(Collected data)

---------------

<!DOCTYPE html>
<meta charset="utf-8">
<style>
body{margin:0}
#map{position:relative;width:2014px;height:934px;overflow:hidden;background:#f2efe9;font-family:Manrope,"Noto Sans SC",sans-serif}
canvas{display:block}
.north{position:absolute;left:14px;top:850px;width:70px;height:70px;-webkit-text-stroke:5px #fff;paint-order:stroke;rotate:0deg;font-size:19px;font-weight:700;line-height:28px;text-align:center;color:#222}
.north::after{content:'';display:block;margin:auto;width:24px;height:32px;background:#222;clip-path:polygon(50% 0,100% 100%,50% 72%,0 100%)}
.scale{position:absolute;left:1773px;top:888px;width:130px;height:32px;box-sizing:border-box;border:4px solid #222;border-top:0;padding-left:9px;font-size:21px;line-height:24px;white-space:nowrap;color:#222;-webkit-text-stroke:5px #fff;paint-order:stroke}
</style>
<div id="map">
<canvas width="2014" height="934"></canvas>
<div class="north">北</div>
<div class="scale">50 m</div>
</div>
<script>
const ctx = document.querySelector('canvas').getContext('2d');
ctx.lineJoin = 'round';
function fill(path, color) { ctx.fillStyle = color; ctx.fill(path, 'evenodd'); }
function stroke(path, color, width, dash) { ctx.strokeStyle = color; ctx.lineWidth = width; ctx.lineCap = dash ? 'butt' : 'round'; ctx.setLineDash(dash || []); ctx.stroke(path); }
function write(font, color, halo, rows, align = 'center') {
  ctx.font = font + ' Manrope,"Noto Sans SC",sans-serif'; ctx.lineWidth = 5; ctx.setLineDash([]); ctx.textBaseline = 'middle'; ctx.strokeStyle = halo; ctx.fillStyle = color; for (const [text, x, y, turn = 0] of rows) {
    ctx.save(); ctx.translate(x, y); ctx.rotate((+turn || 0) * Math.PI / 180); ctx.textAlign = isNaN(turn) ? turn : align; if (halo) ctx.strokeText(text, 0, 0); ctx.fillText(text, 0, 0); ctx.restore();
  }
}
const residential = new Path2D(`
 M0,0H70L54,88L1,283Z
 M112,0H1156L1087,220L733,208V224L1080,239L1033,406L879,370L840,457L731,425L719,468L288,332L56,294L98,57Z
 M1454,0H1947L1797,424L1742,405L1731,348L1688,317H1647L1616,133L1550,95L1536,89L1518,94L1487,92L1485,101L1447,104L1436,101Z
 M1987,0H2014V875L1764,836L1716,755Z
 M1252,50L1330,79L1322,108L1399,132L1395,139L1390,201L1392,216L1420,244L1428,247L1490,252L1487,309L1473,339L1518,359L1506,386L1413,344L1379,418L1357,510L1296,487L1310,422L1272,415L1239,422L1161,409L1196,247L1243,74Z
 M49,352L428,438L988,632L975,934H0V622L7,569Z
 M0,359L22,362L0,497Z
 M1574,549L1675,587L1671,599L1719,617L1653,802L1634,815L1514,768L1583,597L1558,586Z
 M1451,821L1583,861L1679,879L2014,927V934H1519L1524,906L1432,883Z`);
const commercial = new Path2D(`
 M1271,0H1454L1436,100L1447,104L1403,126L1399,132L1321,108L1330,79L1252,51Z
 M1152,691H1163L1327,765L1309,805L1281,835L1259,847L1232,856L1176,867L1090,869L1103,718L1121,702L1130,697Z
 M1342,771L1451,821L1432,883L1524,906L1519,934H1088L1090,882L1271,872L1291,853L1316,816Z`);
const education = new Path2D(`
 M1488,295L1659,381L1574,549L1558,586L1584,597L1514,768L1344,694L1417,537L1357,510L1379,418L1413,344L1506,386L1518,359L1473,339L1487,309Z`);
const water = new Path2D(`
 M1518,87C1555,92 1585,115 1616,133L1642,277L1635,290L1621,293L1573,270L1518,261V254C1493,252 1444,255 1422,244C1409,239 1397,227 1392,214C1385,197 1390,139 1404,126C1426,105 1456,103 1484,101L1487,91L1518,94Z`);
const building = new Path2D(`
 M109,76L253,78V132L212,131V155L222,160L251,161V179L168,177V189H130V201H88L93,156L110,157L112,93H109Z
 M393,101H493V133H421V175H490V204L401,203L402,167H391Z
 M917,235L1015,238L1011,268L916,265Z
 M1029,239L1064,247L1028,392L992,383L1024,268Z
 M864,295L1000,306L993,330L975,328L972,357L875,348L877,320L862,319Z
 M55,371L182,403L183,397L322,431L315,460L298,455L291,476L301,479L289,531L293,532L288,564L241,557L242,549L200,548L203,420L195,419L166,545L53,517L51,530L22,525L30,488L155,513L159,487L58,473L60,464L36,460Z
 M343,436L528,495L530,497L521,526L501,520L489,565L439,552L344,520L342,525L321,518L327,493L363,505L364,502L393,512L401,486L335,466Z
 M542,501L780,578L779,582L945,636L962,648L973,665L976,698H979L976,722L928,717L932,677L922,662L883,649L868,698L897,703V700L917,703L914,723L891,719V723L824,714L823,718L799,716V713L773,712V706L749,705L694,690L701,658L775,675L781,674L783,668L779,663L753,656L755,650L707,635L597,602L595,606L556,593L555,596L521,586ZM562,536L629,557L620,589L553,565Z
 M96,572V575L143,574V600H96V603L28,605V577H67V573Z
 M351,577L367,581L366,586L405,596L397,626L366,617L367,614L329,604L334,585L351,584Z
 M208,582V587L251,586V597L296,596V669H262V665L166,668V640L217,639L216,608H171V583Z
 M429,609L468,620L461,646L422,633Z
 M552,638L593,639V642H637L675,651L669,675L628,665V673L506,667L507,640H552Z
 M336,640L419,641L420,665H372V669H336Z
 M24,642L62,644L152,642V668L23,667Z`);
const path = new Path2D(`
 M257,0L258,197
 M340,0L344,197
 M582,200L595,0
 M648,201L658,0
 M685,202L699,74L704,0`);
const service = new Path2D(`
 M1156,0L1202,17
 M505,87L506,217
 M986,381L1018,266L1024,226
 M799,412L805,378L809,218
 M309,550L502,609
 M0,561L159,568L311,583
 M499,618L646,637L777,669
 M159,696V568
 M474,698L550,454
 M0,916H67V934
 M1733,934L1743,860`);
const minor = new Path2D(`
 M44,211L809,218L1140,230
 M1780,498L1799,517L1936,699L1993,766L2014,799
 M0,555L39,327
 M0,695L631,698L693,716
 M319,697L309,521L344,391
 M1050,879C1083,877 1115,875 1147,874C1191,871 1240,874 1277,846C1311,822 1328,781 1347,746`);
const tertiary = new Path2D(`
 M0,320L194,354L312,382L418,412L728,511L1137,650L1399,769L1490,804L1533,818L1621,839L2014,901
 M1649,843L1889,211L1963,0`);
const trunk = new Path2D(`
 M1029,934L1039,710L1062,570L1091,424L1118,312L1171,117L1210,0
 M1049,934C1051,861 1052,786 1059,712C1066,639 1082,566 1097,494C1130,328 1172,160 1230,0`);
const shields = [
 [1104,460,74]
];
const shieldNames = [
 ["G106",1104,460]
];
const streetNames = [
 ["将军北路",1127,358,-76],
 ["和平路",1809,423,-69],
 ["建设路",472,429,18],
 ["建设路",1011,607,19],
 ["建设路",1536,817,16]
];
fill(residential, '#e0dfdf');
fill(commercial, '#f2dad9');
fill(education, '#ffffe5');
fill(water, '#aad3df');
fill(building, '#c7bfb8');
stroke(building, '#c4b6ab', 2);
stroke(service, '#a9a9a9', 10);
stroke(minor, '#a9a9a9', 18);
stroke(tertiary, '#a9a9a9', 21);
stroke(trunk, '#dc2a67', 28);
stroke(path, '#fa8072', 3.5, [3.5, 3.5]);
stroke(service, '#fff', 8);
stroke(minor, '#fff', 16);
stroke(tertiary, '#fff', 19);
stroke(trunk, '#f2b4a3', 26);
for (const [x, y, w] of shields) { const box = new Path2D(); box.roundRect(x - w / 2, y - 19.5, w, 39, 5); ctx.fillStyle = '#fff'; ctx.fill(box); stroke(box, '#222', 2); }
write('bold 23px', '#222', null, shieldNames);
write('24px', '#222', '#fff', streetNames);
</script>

---------------

_What you are asked to do:_
Please make an exact copy of the lines from the one holding "fill(residential, '#e0dfdf');" through the final line of the records above, nothing more.

_Problem solution:_
fill(residential, '#e0dfdf');
fill(commercial, '#f2dad9');
fill(education, '#ffffe5');
fill(water, '#aad3df');
fill(building, '#c7bfb8');
stroke(building, '#c4b6ab', 2);
stroke(service, '#a9a9a9', 10);
stroke(minor, '#a9a9a9', 18);
stroke(tertiary, '#a9a9a9', 21);
stroke(trunk, '#dc2a67', 28);
stroke(path, '#fa8072', 3.5, [3.5, 3.5]);
stroke(service, '#fff', 8);
stroke(minor, '#fff', 16);
stroke(tertiary, '#fff', 19);
stroke(trunk, '#f2b4a3', 26);
for (const [x, y, w] of shields) { const box = new Path2D(); box.roundRect(x - w / 2, y - 19.5, w, 39, 5); ctx.fillStyle = '#fff'; ctx.fill(box); stroke(box, '#222', 2); }
write('bold 23px', '#222', null, shieldNames);
write('24px', '#222', '#fff', streetNames);
</script>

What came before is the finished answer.